Die Haare waren an den Spitzen schwarz, sonst von einem warmen Rotbraun, das in der Kombination besonders auffiel. Die Frisur, die aus diesem Haar gebildet wurde, hätten die meisten Mütter nicht als solche bezeichnet. Wirr und ein wenig stachelig standen die spannenlangen Strähnen vom Scheitel ab, die Schläfen und der Hinterkopf waren ausrasiert, und vom Hinterkopf hing ein langer Zopf auf den Rücken.
Niemanden würde es wundern zu sehen, dass in dem blassen Gesicht die Augen dunkel umrandet waren. Am Kajal war nicht gespart worden. So wirkten der Blick, der die eigenen Gestalt für einen Moment in der spiegelnden Tür musterte, melancholisch.
Der nächste Blick, der hoch zu den klingelnden Glöckchen ging, wirkte jedoch hell und wach, die blaugrauen Augen nahmen wahr, dass das Messing fein ziseliert war, dass kurze Stäbe von der sich öffnenden Tür bewegt worden waren, und das Geräusch hervorgerufen hatten.
Die Nasenflügel der schmalen Nase, die an der Spitze eine Winzigkeit nach oben zeigte, blähten sich kurz, als er den Geruch wahrnahm, der ihm entgegenschlug. Patschuli, Amber, Moschus, Jasmin ... Alles mischte sich, süß und schwer zugleich.

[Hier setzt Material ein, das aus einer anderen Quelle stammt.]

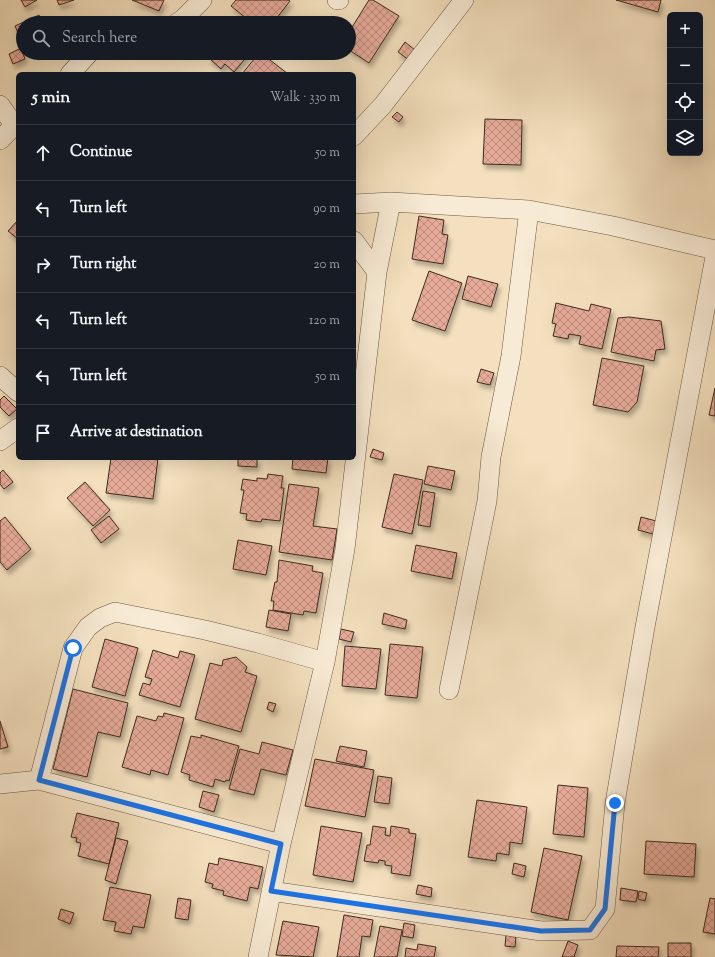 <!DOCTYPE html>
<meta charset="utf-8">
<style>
body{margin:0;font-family:"Sorts Mill Goudy",serif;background:#20242c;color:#f1f3f6}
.controls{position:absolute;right:12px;top:12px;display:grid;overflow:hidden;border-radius:6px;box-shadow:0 4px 16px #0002}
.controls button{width:36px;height:36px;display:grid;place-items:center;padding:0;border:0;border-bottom:1px solid #363941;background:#171b24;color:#f1f3f6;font:20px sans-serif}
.stop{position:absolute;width:12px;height:12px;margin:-9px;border:3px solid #1a73e8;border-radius:50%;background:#fff}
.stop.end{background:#1a73e8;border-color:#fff;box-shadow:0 1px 4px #0008}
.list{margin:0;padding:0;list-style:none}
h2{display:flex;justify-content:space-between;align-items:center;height:52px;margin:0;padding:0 16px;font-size:17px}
h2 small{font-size:13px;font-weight:400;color:#9ea1a6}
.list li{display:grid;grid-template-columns:26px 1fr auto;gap:12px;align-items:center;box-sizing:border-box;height:56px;padding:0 16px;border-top:1px solid #363941}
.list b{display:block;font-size:15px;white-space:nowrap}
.list em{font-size:13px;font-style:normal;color:#9ea1a6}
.icon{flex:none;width:22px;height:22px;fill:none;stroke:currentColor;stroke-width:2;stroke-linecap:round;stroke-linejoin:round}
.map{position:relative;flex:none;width:715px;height:957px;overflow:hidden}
.search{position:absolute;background:#171b24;box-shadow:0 4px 16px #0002;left:16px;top:16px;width:340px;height:44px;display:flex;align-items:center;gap:10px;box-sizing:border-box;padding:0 14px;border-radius:22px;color:#9ea1a6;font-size:15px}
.panel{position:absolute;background:#171b24;box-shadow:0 4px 16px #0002;left:16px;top:72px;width:340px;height:388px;border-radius:6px}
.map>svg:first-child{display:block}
.building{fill:url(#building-cross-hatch);stroke:#3d2b1d;filter:url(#shadow)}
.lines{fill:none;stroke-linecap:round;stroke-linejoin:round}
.minor-casing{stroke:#6b5845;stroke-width:20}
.minor{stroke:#f8ebd5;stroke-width:19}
.route{stroke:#1a73e8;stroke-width:5}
</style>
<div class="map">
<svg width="715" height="957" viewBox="0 0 715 957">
<defs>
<pattern id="building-cross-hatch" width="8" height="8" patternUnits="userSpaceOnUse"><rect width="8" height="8" fill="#e6aa99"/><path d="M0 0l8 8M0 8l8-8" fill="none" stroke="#bc8b7c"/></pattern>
<filter id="shadow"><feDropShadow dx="2.5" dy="4.5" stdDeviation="2" flood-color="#0004"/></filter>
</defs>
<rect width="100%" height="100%" fill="#f4e0be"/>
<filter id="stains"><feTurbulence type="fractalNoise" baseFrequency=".005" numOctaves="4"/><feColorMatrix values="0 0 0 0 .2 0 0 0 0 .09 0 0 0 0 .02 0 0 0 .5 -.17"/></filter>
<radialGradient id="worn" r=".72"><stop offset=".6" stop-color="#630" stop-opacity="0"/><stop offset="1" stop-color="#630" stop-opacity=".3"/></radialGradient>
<path class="building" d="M 21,0 L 37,0 L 25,7 Z
M 57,0 L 74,0 L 59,5 Z
M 132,0 L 164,0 L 159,11 Z
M 236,0 L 289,0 L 290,1 L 273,23 L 252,23 L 231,6 Z
M 369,0 L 373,0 L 399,16 L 369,63 L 349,50 L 349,32 Z
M 616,0 L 661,0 L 658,12 Z
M 39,15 L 43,23 L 23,23 L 23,45 L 15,26 Z
M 405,42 L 415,50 L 409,60 L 398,52 Z
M 21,48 L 25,59 L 13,64 L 9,54 Z
M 213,53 L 250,53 L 234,72 L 225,64 L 221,69 L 209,58 Z
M 259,53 L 261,53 L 288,74 L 242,74 Z
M 397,112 L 403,117 L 399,122 L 392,117 Z
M 485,119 L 522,120 L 521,165 L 483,164 Z
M 419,216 L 444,220 L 442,234 L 448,235 L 443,264 L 412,259 Z
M 18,220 L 18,244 L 16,242 L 18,239 L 8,231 Z
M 429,271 L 462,283 L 445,331 L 412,320 Z
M 468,276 L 498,284 L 491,307 L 462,299 Z
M 556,303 L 589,311 L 591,304 L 611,309 L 602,349 L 579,344 L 581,336 L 569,334 L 568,339 L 553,336 L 556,324 L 552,323 Z
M 629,317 L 661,321 L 665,349 L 656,350 L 654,361 L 611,352 L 618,318 Z
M 602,358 L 644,366 L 637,402 L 628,412 L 593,405 Z
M 481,369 L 494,373 L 490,385 L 477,382 Z
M 715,388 L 715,416 L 709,415 Z
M 4,396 L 17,409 L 9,416 L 0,407 L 0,400 Z
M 373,449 L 384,453 L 382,460 L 370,457 Z
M 111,458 L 158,458 L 153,499 L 106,493 Z
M 238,458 L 257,458 L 257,467 L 238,466 Z
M 293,458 L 328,458 L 326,473 L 292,469 Z
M 428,466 L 455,471 L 451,490 L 424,484 Z
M 3,470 L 13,482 L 4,489 L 0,484 L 0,473 Z
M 268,474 L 283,476 L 281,488 L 284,488 L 280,521 L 262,519 L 261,522 L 246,520 L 247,514 L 240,513 L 244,490 L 241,490 L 243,479 L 257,481 L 257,478 L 267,479 Z
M 394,474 L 423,480 L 412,534 L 382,527 Z
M 85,482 L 110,510 L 93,526 L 67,498 Z
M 289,484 L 319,488 L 313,526 L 337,529 L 332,560 L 279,552 Z
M 423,491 L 435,493 L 430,527 L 418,525 Z
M 109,516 L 119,529 L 101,543 L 91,530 Z
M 5,517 L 31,549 L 7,570 L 0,562 L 0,521 Z
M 641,517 L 660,522 L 657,535 L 638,530 Z
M 238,540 L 272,546 L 266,575 L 233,569 Z
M 416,545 L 457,553 L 452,579 L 411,571 Z
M 279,560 L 313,566 L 312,571 L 323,573 L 316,613 L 304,611 L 303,615 L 273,610 L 274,601 L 271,601 L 275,582 L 277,582 Z
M 269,610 L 291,614 L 288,631 L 266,627 Z
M 384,613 L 407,620 L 405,629 L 382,624 Z
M 341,629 L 354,632 L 351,642 L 339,639 Z
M 105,639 L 138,648 L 125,696 L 92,687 Z
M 390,644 L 423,647 L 417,698 L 385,695 Z
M 345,646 L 381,649 L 376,689 L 342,686 Z
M 153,650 L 178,658 L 180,651 L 195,655 L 180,707 L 139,695 L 143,683 L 150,685 L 152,679 L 145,677 Z
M 236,657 L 247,667 L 245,672 L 257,676 L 241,732 L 195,719 L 210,663 L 222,666 L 223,660 Z
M 73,689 L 128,703 L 120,737 L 98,732 L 87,777 L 53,769 Z
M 269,702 L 276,704 L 273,712 L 267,709 Z
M 164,713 L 184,718 L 168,775 L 151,770 L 150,775 L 122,767 L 137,716 L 156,721 L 158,716 L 163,717 Z
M 0,721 L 8,747 L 0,749 Z
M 201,735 L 239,746 L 229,781 L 226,780 L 225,782 L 215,779 L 213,787 L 189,780 L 190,775 L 181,772 L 191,736 L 201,738 Z
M 262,742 L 293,750 L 286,775 L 261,769 L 254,795 L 229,789 L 240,749 L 259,754 Z
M 340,746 L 367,751 L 364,767 L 336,761 Z
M 315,759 L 374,770 L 365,817 L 305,806 Z
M 378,776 L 392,778 L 389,804 L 374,802 Z
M 558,785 L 588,788 L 584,837 L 553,834 Z
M 203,791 L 219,795 L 214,812 L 199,807 Z
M 477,800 L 527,807 L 522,844 L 510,842 L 509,855 L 497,853 L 496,861 L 468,857 Z
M 77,813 L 119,823 L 109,864 L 78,856 L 81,843 L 76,842 L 77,838 L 71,837 Z
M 321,826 L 362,833 L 353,882 L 313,875 Z
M 373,826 L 386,828 L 385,835 L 390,836 L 391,826 L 409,829 L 409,833 L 416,834 L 410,876 L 391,873 L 392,866 L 385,865 L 385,861 L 379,860 L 378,863 L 364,861 L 367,845 L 370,845 Z
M 116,838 L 128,841 L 116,884 L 105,880 Z
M 646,841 L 696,844 L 694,877 L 644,874 Z
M 544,848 L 582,856 L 568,920 L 531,912 Z
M 219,858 L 263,867 L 258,889 L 250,887 L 247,901 L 223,895 L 224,891 L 212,888 L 213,884 L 205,882 L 209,863 L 218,865 Z
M 514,863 L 526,866 L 524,877 L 512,874 Z
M 418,885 L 432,888 L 431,897 L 416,894 Z
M 110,887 L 151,895 L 144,928 L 133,926 L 131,934 L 114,931 L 116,922 L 103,920 Z
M 621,888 L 638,891 L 636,902 L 620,900 Z
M 639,891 L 647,893 L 645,901 L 638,899 Z
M 178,898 L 191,900 L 188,920 L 175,918 Z
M 710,898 L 715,899 L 715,934 L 703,932 Z
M 61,909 L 74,913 L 70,924 L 58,919 Z
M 344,915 L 373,920 L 370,937 L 362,936 L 359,957 L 337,957 Z
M 283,921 L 319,927 L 313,957 L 276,955 Z
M 404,923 L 415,925 L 413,938 L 402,936 Z
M 380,926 L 402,930 L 397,957 L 374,957 Z
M 506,935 L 516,937 L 515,947 L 505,946 Z
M 568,941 L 578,945 L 574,957 L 562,957 Z
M 668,943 L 691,943 L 691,957 L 668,957 Z
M 418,944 L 436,947 L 434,957 L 405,957 L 406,948 L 417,950 Z
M 617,946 L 659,947 L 658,957 L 616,957 Z"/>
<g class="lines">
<g class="minor-casing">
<path id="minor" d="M 337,0 L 339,0
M 177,23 L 183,19 L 202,0
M 70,74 L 89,53
M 0,105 L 14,125
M 354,136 L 383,105 L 464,0
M 0,140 L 18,122
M 354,204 L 391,202 L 529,210 L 613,226 L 715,250
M 354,241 L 377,272
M 0,376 L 18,392
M 0,441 L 18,428
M 449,690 L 487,501 L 491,457 L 511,356 L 529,210
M 39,780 L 73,648 L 88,627 L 100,618 L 115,612 L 205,630 L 258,643 L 325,662
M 0,784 L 39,780 L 281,844
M 271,891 L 541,931 L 590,930 L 605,909 L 615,803 L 645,627 L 715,257
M 258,957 L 281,844 L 325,662 L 345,549 L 377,272 L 391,202"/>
</g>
<use href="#minor" class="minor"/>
</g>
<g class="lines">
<path class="route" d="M 73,648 L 39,780 L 281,844 L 271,891 L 541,931 L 590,930 L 605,909 L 615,803"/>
</g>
<rect width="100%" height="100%" filter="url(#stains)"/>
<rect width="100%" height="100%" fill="url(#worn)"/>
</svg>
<div class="controls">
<button>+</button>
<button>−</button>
<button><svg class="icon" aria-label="locate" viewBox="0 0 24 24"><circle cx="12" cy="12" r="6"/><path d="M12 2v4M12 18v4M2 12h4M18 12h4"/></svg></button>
<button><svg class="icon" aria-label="layers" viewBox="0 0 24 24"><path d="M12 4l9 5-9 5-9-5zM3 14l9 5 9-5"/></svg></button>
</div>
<div class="stop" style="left:73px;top:648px"></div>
<div class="stop end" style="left:615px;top:803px"></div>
<div class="search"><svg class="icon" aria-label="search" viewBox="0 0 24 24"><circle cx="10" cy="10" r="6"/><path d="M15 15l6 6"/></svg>Search here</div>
<section class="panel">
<h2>5 min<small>Walk · 330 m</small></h2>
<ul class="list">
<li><svg class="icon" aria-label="ahead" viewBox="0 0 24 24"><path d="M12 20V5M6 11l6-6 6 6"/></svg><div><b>Continue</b></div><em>50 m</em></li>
<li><svg class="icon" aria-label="left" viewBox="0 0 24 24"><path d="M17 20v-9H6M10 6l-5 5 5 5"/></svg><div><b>Turn left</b></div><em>90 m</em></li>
<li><svg class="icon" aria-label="right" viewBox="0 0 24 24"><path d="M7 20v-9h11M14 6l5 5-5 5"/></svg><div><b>Turn right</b></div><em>20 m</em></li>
<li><svg class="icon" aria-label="left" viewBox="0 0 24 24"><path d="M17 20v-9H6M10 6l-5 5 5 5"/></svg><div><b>Turn left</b></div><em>120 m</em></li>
<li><svg class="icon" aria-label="left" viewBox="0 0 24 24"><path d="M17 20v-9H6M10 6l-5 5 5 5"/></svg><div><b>Turn left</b></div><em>50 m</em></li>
<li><svg class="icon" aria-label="arrive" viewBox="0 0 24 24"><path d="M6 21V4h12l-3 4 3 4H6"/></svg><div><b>Arrive at destination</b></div></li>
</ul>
</section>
</div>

Dann brach die Sonne hervor.

Lichtstrahlen bahnten sich ihren Weg, stießen dolchgleich in das Innere des Ladens, rissen die verborgene Schätze aus dem Dunkel des Nichtbeachtens. Wellen aus Energie trafen auf Partikel von Dreck und verwandelten sie in lichte Juwelen, die durch den Äther tanzten. Eine Transformation, die kein Einstein berechnen und nur ein Poet sehen konnte.

Kurz blinzelte der junge Besucher und als er die Augen wieder aufschlug, war vor ihm ein Mädchen.

Sie trug Schwarz wie er, eine Hose mit aufgesetzten Taschen, die in die Stiefel gestopft war. Zwischen Hosenbund und Saum des Achselshirts war ein Streifen frei, man sah ihren flachen Bauch, zarte, weiche Kuhlen neben den Hüftknochen, gerade soviel, das man träumen konnte, so wenig, dass es eine Herausforderung blieb, sich mehr auszumalen. Über die Schulter trug sie eine schwarze Stofftasche, auf deren Klappe ein Batch von In Extremo aufgenäht war. Kein Schmuck.
Aber all das wurde nebensächlich, wenn man in ihr Gesicht sah.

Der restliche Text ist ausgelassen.